New Delhi, May 10: The army command is considering contingency plans to send troops to Iraq for peacekeeping. The country already has plans to spare troops for UN-led peacekeeping operations. However, despatching troops to Iraq under a dispensation that is not UN-led will be unprecedented.

“Nothing is concrete,” the official spokesman for the army said. The army has also flatly denied that it will have to de-induct forces from Jammu and Kashmir to be able to spare troops for Iraq.

Other sources said the Indian Army has contingency plans to send troops to Iraq if called upon to do so on United Nations peacekeeping operations alone.

The sources were asked to clarify if the army is sending troops to the Gulf. As of now, they said, the army has not been asked to participate in any peacekeeping operation that is not under the UN.

It would be unprecedented for India to send troops to Iraq on a request from Washington to reinforce Anglo-American forces to stabilise the situation in Iraq.

The sources were speaking against the backdrop of Richard Armitage’s visit. They would not give details on the number of troops that the army will be able to spare for such an eventuality.

India has been a major participant in UN peacekeeping operations. “We regularly participate in UN peacekeeping missions. Currently we have Indian Army contingents in Lebanon and in Africa. We have not been asked to prepare to send any contingent under the UN to Iraq. Any decision to send an army contingent to Iraq will be a political-diplomatic one and we cannot comment on it,” the sources said.

The sources said the army has not yet been asked to mobilise a contingent for Iraq because the UN itself is not present in that country in substantial numbers.

The sources denied that the army will have to pull out troops from Jammu and Kashmir to be able to spare soldiers for deployment in Iraq.

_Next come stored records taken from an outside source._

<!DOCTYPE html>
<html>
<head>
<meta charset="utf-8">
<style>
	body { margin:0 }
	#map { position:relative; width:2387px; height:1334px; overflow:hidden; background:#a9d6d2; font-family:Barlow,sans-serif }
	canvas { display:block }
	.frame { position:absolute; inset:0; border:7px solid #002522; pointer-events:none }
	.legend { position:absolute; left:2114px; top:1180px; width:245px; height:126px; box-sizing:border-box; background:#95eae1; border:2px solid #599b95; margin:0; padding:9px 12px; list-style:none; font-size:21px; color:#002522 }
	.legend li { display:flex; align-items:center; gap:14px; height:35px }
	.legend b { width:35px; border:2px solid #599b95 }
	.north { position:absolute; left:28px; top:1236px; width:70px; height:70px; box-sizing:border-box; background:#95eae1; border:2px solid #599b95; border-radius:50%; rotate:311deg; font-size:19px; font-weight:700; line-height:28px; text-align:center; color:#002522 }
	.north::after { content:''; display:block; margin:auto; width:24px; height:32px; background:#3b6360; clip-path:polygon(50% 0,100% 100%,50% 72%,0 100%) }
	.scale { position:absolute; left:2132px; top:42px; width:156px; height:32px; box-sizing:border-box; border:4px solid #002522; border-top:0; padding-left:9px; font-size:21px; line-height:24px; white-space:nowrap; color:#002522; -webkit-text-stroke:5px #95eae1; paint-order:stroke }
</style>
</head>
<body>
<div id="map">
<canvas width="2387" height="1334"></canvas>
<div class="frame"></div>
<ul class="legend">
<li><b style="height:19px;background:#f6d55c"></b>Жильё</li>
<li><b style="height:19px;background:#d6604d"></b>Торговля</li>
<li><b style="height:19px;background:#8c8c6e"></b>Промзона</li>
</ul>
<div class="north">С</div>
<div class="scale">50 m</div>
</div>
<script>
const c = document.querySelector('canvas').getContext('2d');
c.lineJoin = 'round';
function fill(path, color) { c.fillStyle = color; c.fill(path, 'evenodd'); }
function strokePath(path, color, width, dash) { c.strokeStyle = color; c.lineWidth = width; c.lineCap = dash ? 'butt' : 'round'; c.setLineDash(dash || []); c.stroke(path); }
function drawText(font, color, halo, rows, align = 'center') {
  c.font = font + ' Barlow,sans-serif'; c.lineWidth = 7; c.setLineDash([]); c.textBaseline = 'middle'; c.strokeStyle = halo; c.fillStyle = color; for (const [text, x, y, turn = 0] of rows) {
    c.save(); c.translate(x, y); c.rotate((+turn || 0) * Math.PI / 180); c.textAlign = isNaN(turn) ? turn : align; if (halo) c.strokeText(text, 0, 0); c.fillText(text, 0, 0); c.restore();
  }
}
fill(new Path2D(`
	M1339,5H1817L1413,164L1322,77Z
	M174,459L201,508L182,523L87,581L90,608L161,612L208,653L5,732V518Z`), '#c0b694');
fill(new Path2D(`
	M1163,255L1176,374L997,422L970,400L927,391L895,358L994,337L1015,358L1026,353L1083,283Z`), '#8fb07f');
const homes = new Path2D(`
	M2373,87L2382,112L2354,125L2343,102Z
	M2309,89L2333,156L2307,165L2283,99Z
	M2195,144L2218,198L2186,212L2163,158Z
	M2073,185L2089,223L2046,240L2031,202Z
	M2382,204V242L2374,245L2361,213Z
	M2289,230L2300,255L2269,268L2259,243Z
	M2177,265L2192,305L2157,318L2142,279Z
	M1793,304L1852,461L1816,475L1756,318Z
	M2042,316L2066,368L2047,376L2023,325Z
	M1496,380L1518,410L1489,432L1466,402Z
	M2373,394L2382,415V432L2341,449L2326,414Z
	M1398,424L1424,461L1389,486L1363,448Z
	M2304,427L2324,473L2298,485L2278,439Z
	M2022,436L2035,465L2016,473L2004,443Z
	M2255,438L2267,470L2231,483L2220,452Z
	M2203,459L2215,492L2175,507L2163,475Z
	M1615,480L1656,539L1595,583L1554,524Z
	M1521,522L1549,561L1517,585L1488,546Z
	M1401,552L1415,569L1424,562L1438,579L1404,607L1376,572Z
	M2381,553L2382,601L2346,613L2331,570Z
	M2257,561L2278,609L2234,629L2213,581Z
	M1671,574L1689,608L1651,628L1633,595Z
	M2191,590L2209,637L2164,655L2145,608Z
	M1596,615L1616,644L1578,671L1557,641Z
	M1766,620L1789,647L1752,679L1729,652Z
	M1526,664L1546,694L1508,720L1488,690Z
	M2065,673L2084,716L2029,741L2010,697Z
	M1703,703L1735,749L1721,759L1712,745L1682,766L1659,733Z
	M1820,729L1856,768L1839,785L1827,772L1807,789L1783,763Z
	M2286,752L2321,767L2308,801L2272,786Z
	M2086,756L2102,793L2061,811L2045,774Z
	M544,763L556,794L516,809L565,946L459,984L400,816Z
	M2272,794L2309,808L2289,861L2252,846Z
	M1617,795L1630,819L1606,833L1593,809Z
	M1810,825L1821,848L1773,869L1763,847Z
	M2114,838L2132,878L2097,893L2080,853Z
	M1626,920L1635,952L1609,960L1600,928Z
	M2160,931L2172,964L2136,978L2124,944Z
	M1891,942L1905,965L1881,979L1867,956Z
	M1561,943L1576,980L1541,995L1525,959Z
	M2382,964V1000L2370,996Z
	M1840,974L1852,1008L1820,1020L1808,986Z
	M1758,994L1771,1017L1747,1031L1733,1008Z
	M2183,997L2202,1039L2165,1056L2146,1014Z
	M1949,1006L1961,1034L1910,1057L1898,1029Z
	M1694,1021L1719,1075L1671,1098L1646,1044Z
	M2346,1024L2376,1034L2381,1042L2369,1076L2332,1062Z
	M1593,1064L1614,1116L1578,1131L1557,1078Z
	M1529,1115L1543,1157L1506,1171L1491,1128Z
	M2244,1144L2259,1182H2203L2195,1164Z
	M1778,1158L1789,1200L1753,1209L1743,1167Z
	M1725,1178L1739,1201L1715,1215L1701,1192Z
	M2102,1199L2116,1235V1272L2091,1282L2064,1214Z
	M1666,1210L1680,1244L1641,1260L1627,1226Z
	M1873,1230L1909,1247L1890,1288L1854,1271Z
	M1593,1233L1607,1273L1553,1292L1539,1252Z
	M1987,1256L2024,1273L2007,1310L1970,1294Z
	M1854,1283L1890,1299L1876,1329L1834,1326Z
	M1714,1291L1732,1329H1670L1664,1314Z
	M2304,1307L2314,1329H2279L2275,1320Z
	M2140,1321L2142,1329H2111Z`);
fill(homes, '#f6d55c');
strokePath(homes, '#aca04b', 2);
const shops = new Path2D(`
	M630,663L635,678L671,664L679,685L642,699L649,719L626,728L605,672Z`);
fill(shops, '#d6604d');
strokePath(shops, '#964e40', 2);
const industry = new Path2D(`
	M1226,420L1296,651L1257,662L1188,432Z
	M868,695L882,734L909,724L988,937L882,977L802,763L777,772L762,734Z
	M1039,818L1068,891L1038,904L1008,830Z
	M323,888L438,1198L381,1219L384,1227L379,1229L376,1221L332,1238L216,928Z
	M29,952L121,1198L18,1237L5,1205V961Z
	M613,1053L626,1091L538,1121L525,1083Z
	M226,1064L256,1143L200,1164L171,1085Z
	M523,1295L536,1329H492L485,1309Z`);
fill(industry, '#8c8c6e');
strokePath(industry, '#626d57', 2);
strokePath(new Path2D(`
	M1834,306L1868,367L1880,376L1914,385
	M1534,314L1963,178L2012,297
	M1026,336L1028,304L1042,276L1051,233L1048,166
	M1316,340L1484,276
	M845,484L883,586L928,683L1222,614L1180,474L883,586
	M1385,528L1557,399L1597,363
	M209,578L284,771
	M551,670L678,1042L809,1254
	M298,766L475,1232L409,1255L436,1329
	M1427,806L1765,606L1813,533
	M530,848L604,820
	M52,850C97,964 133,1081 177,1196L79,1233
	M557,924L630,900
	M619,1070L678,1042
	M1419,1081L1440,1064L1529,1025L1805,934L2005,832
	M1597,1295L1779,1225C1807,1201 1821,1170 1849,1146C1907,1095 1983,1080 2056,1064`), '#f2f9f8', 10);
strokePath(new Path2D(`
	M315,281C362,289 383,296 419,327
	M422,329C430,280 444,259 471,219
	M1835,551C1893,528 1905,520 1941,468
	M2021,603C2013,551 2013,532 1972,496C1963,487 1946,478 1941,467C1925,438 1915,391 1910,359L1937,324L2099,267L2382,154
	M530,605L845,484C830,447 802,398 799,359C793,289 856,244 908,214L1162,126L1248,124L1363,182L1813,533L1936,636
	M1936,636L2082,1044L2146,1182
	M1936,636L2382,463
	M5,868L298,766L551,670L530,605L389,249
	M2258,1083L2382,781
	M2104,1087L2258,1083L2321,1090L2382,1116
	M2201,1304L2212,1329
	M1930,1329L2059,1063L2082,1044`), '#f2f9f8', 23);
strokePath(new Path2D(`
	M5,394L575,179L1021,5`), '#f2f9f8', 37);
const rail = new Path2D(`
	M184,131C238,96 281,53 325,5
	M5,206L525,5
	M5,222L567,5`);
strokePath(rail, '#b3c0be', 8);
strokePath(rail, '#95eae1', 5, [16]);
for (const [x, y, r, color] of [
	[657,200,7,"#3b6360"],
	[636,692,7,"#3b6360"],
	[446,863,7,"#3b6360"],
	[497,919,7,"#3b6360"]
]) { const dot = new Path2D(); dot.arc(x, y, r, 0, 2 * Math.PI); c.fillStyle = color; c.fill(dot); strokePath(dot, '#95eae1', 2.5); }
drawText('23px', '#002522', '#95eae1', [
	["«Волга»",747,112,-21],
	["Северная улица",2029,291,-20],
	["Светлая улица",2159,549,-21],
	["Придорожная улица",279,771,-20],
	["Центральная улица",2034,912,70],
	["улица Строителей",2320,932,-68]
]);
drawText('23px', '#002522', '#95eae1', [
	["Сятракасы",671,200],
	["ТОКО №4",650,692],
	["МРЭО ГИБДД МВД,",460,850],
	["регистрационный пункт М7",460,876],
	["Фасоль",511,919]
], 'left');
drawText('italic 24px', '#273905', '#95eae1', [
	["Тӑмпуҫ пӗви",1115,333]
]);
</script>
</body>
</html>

They were responding to a story run by a television news channel that India was de-inducting forces from Kashmir to despatch them to Iraq.

There has been diplomatic pressure on the Indian government to reduce its military presence in Kashmir.

One argument is that if infiltration across the Line of Control has been reduced as claimed, there is a logic to reduce military presence. But this was flatly denied by the army sources.

“The question of reducing troop strength in Jammu and Kashmir does not arise,” they said.